::: Dataset extract :::

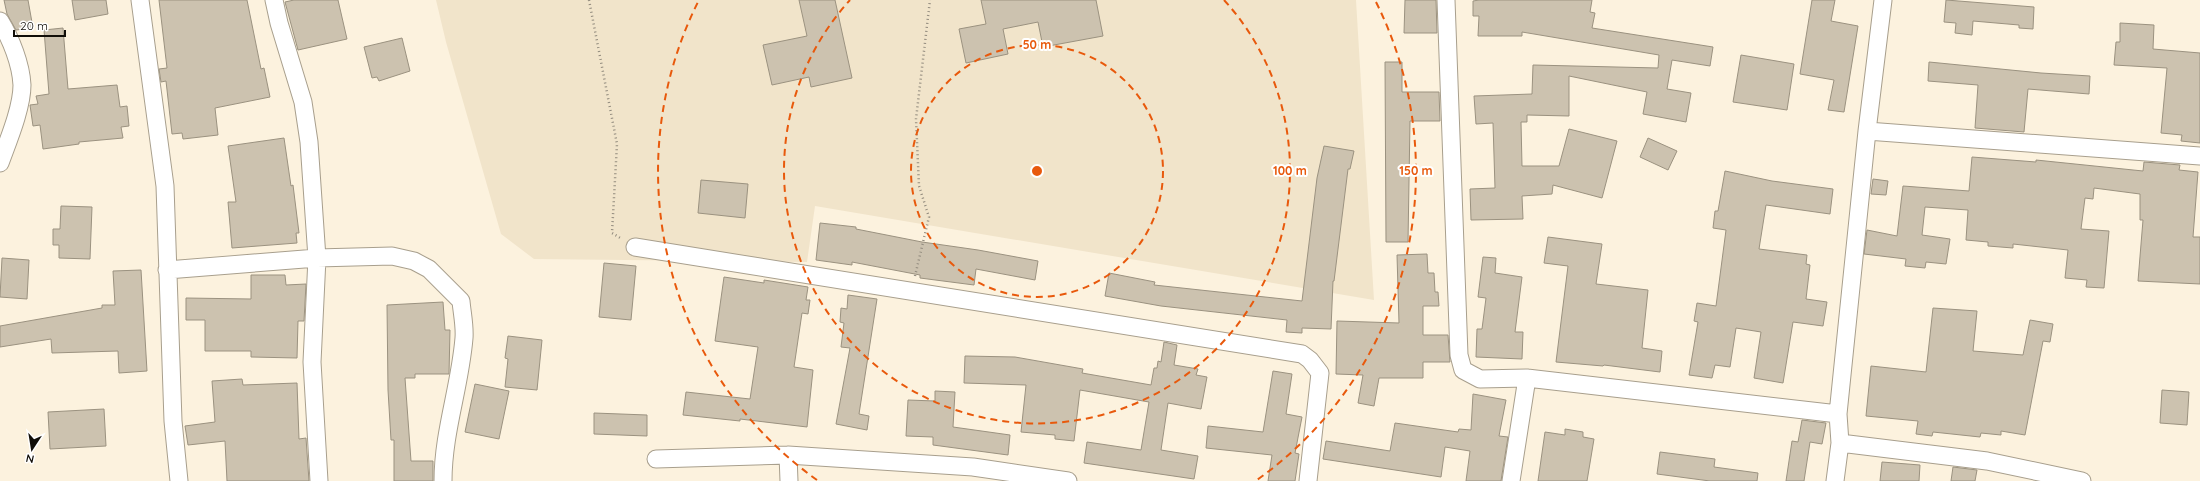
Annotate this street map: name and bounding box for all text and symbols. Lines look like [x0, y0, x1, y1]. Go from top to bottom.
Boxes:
scale bar [14, 12, 65, 38]
text: 20 m [20, 18, 48, 33]
text: 50 m [1023, 37, 1051, 52]
text: 100 m [1273, 163, 1307, 178]
text: 150 m [1399, 163, 1433, 178]
centre of rings [1030, 164, 1044, 178]
north arrow [12, 429, 52, 469]
text: N [25, 451, 35, 466]

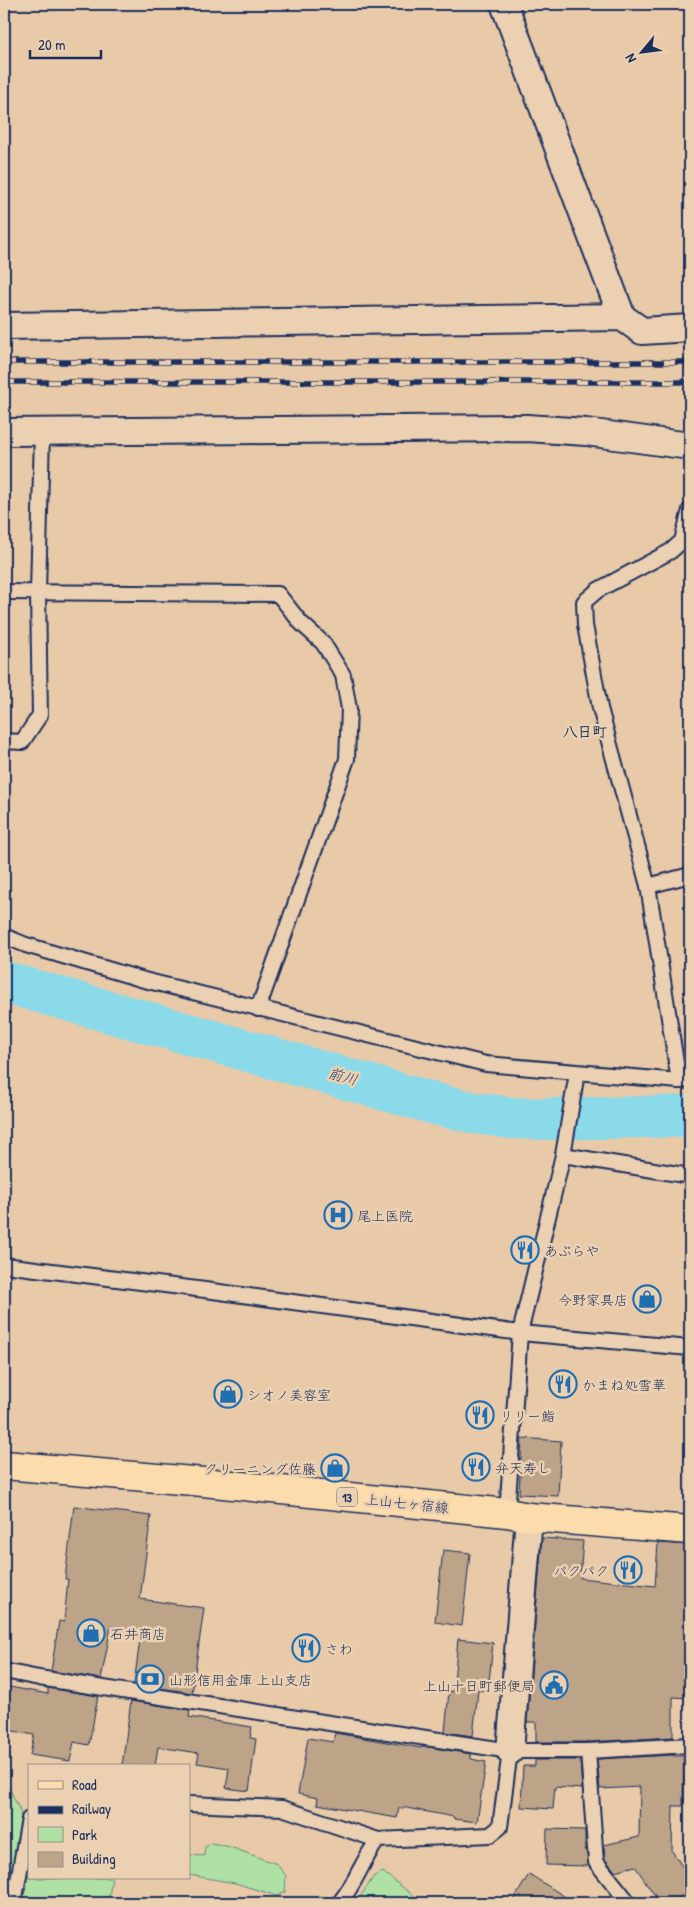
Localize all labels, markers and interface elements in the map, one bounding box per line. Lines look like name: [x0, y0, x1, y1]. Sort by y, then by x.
scale bar: [30, 28, 101, 60]
north arrow: [616, 28, 666, 78]
text: 20 m: [38, 34, 65, 55]
text: N: [620, 50, 640, 66]
district label: 八日町: [562, 721, 608, 742]
water label: 前川: [326, 1062, 360, 1090]
hospital icon: 尾上医院: [323, 1200, 353, 1230]
place label: 尾上医院: [357, 1206, 413, 1225]
restaurant icon: あぶらや: [510, 1235, 540, 1265]
place label: あぶらや: [544, 1241, 600, 1260]
shop icon: 今野家具店: [632, 1284, 662, 1314]
place label: 今野家具店: [558, 1290, 628, 1309]
restaurant icon: かまね処雪華: [548, 1369, 578, 1399]
place label: かまね処雪華: [582, 1375, 666, 1394]
shop icon: シオノ美容室: [213, 1379, 243, 1409]
place label: シオノ美容室: [247, 1385, 331, 1404]
restaurant icon: リリー鮨: [465, 1400, 495, 1430]
place label: リリー鮨: [499, 1406, 555, 1425]
restaurant icon: 弁天寿し: [461, 1452, 491, 1482]
shop icon: クリーニング佐藤: [320, 1453, 350, 1483]
place label: 弁天寿し: [495, 1458, 551, 1477]
place label: クリーニング佐藤: [204, 1459, 316, 1478]
road number: 13: [337, 1488, 357, 1506]
street label: 上山七ヶ宿線: [364, 1489, 450, 1517]
restaurant icon: パクパク: [613, 1555, 643, 1585]
place label: パクパク: [553, 1561, 609, 1580]
shop icon: 石井商店: [76, 1618, 106, 1648]
place label: 石井商店: [110, 1624, 166, 1643]
restaurant icon: さわ: [291, 1633, 321, 1663]
place label: さわ: [325, 1639, 353, 1658]
bank icon: 山形信用金庫 上山支店: [135, 1664, 165, 1694]
place label: 山形信用金庫 上山支店: [169, 1670, 312, 1689]
public building icon: 上山十日町郵便局: [539, 1670, 569, 1700]
place label: 上山十日町郵便局: [423, 1676, 535, 1695]
legend: [28, 1764, 190, 1880]
text: Road: [72, 1774, 97, 1795]
text: Railway: [72, 1798, 111, 1819]
text: Park: [72, 1824, 97, 1845]
text: Building: [72, 1848, 116, 1869]

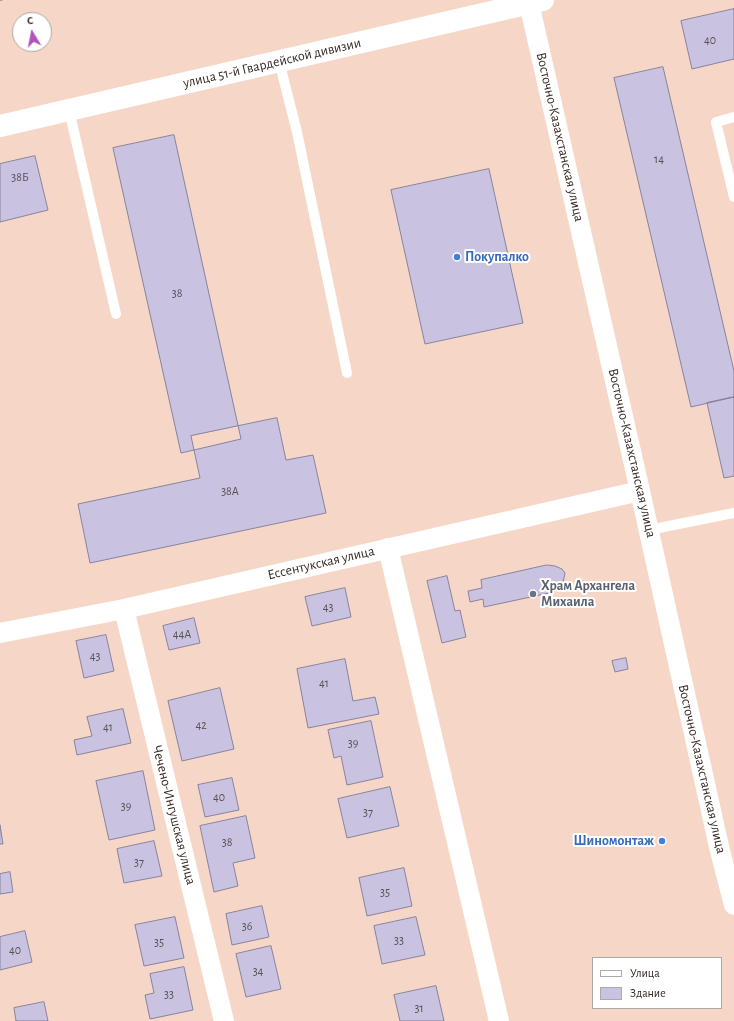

:::

- _Task to carry out_:
Set down the entries word for word, omitting all pictures.

- _Result_:
Annotate this street map: name and bounding box for all text and symbols. Lines look like [x0, y0, x1, y1]. Go from top to bottom.
Boxes:
scale bar [14, 12, 65, 38]
text: 20 m [20, 18, 48, 33]
text: 50 m [1023, 37, 1051, 52]
text: 100 m [1273, 163, 1307, 178]
text: 150 m [1399, 163, 1433, 178]
centre of rings [1030, 164, 1044, 178]
north arrow [12, 429, 52, 469]
text: N [25, 451, 35, 466]

Localize all labels, markers and interface elements in the map, one bounding box per line. Lines look like name: [x0, y0, x1, y1]. Sort by y, then by x.
scale bar: [30, 28, 101, 60]
north arrow: [616, 28, 666, 78]
text: 20 m: [38, 34, 65, 55]
text: N: [620, 50, 640, 66]
district label: 八日町: [562, 721, 608, 742]
water label: 前川: [326, 1062, 360, 1090]
hospital icon: 尾上医院: [323, 1200, 353, 1230]
place label: 尾上医院: [357, 1206, 413, 1225]
restaurant icon: あぶらや: [510, 1235, 540, 1265]
place label: あぶらや: [544, 1241, 600, 1260]
shop icon: 今野家具店: [632, 1284, 662, 1314]
place label: 今野家具店: [558, 1290, 628, 1309]
restaurant icon: かまね処雪華: [548, 1369, 578, 1399]
place label: かまね処雪華: [582, 1375, 666, 1394]
shop icon: シオノ美容室: [213, 1379, 243, 1409]
place label: シオノ美容室: [247, 1385, 331, 1404]
restaurant icon: リリー鮨: [465, 1400, 495, 1430]
place label: リリー鮨: [499, 1406, 555, 1425]
restaurant icon: 弁天寿し: [461, 1452, 491, 1482]
shop icon: クリーニング佐藤: [320, 1453, 350, 1483]
place label: 弁天寿し: [495, 1458, 551, 1477]
place label: クリーニング佐藤: [204, 1459, 316, 1478]
road number: 13: [337, 1488, 357, 1506]
street label: 上山七ヶ宿線: [364, 1489, 450, 1517]
restaurant icon: パクパク: [613, 1555, 643, 1585]
place label: パクパク: [553, 1561, 609, 1580]
shop icon: 石井商店: [76, 1618, 106, 1648]
place label: 石井商店: [110, 1624, 166, 1643]
restaurant icon: さわ: [291, 1633, 321, 1663]
place label: さわ: [325, 1639, 353, 1658]
bank icon: 山形信用金庫 上山支店: [135, 1664, 165, 1694]
place label: 山形信用金庫 上山支店: [169, 1670, 312, 1689]
public building icon: 上山十日町郵便局: [539, 1670, 569, 1700]
place label: 上山十日町郵便局: [423, 1676, 535, 1695]
legend: [28, 1764, 190, 1880]
text: Road: [72, 1774, 97, 1795]
text: Railway: [72, 1798, 111, 1819]
text: Park: [72, 1824, 97, 1845]
text: Building: [72, 1848, 116, 1869]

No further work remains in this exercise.